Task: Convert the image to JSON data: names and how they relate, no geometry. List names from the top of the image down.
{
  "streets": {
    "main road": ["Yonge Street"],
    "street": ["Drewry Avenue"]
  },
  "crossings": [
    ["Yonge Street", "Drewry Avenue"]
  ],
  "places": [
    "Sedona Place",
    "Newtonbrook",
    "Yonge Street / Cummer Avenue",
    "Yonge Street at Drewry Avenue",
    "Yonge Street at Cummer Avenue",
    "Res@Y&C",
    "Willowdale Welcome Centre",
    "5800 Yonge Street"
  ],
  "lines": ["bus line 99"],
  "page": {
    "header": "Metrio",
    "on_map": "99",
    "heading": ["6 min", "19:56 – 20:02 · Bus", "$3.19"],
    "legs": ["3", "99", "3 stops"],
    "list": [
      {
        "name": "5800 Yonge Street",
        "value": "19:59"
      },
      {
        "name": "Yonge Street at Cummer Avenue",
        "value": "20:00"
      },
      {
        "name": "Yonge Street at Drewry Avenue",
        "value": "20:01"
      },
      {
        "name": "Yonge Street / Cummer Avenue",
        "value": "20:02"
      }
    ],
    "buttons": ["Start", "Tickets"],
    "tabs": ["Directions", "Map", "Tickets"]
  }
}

...

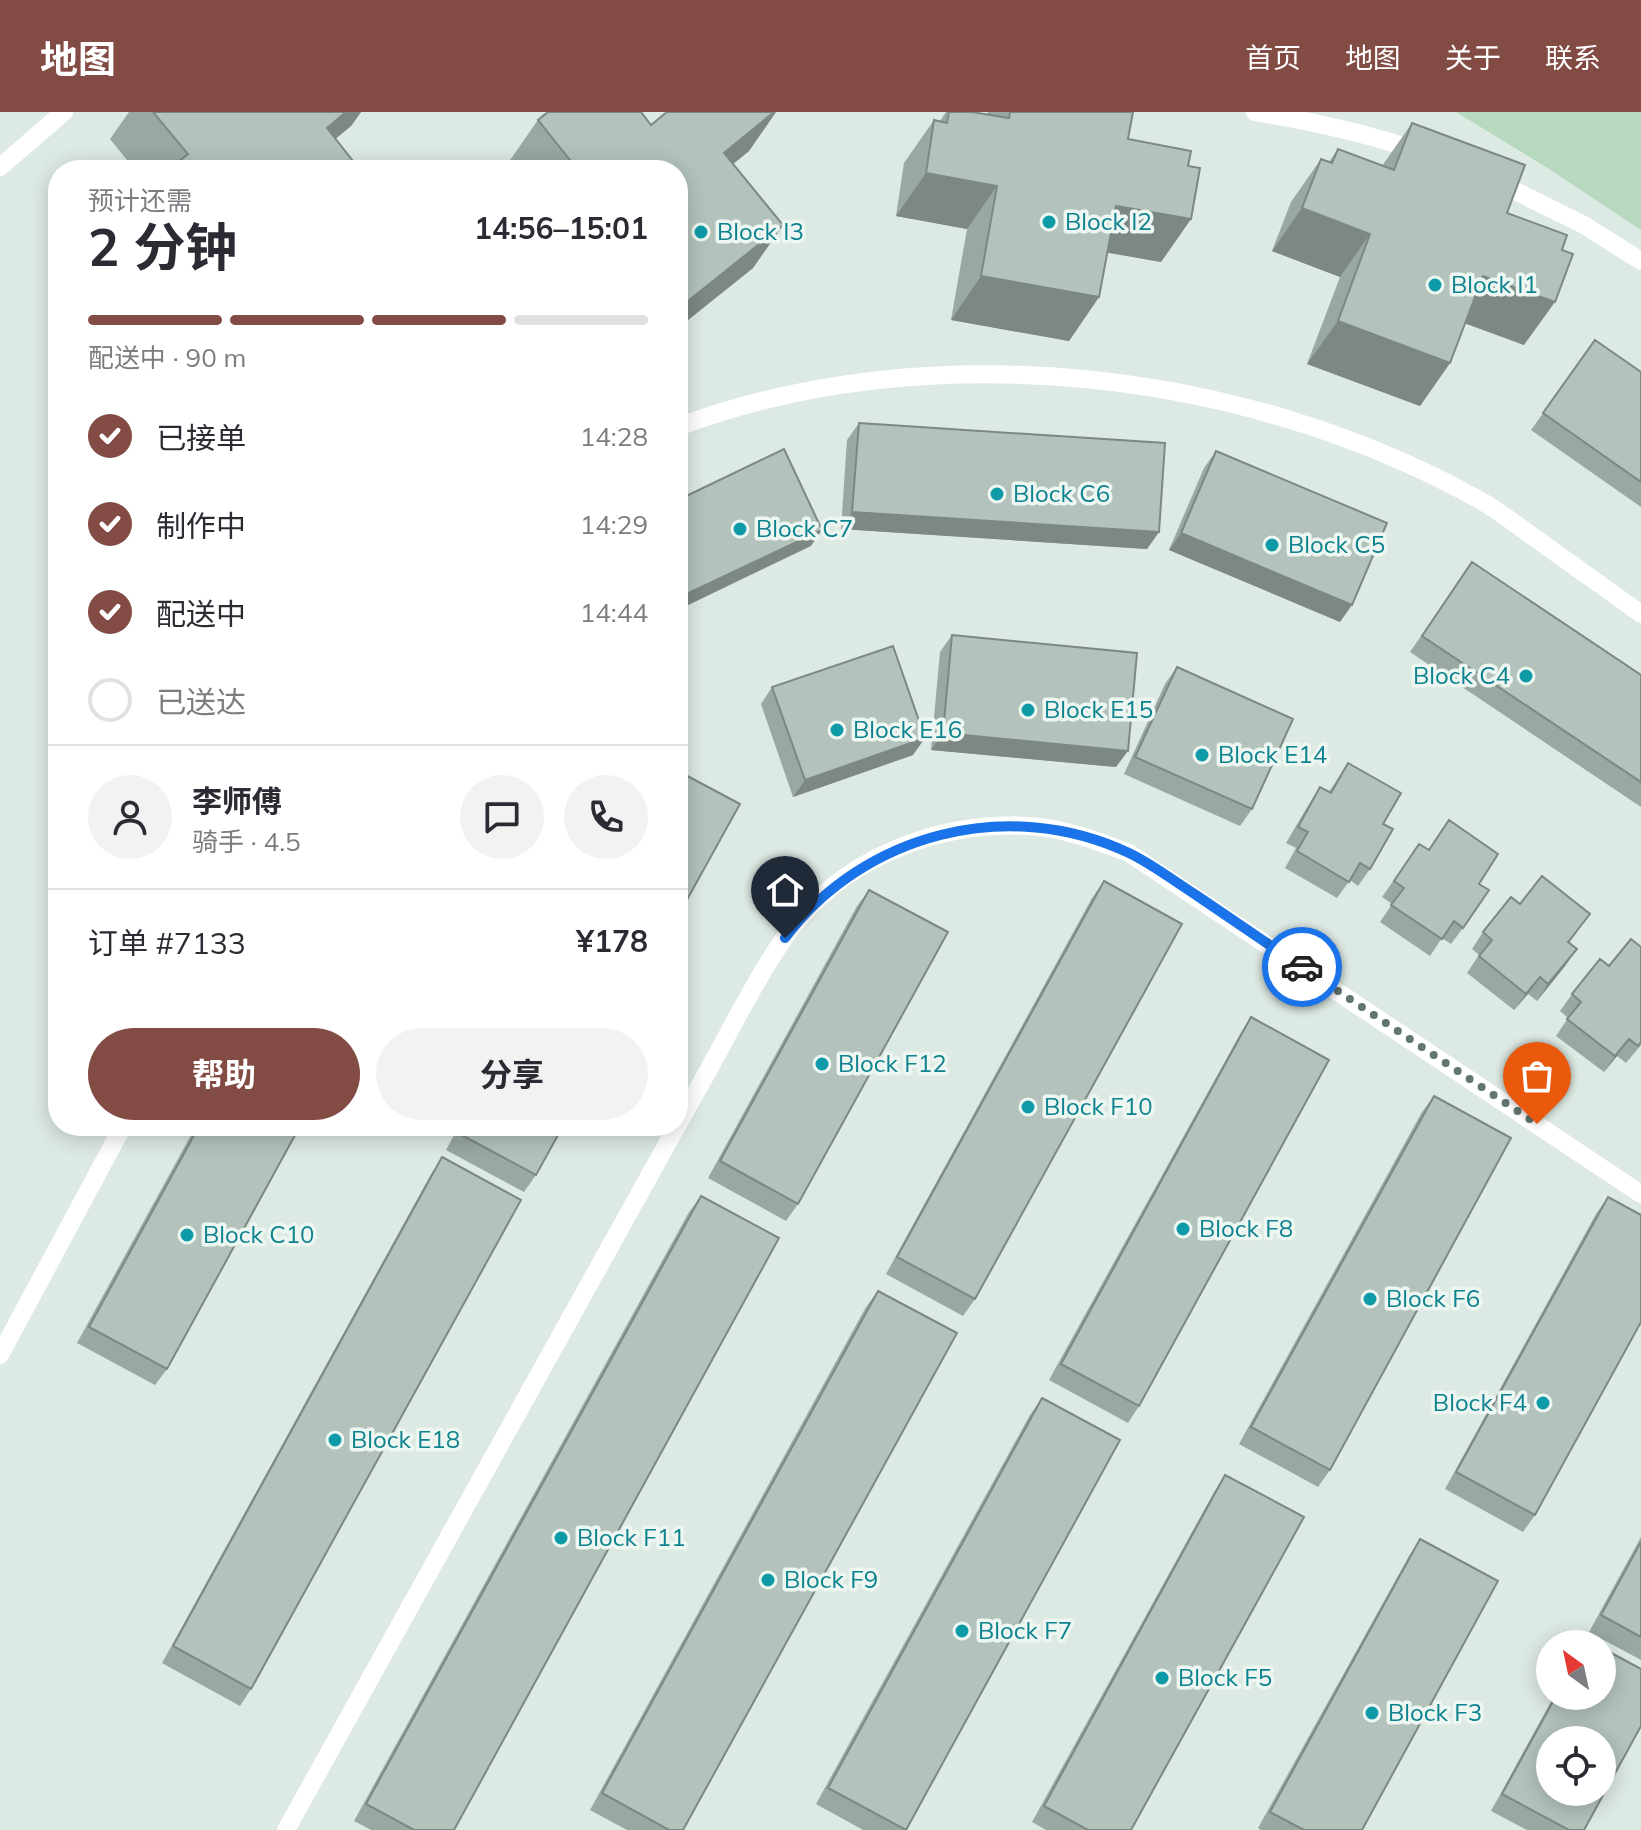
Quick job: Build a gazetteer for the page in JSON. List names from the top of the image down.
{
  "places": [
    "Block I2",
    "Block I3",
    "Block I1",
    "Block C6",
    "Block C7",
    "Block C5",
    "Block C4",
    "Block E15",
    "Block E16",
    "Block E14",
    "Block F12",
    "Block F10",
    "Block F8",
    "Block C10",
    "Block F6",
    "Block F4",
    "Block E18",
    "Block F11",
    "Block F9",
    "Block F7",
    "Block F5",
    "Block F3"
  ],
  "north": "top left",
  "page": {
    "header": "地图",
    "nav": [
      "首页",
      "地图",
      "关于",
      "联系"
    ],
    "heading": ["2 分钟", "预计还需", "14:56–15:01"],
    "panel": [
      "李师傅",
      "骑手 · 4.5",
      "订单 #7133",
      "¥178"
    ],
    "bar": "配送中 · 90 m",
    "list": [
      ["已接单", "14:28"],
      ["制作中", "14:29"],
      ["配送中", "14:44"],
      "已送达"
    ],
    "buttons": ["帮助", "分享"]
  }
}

→ **TASK TO CARRY OUT**:
The answer needed is a single number: how many lines in the records above hold the string "down". Please write nothing else.

→ **EXERCISE SOLUTION**:
2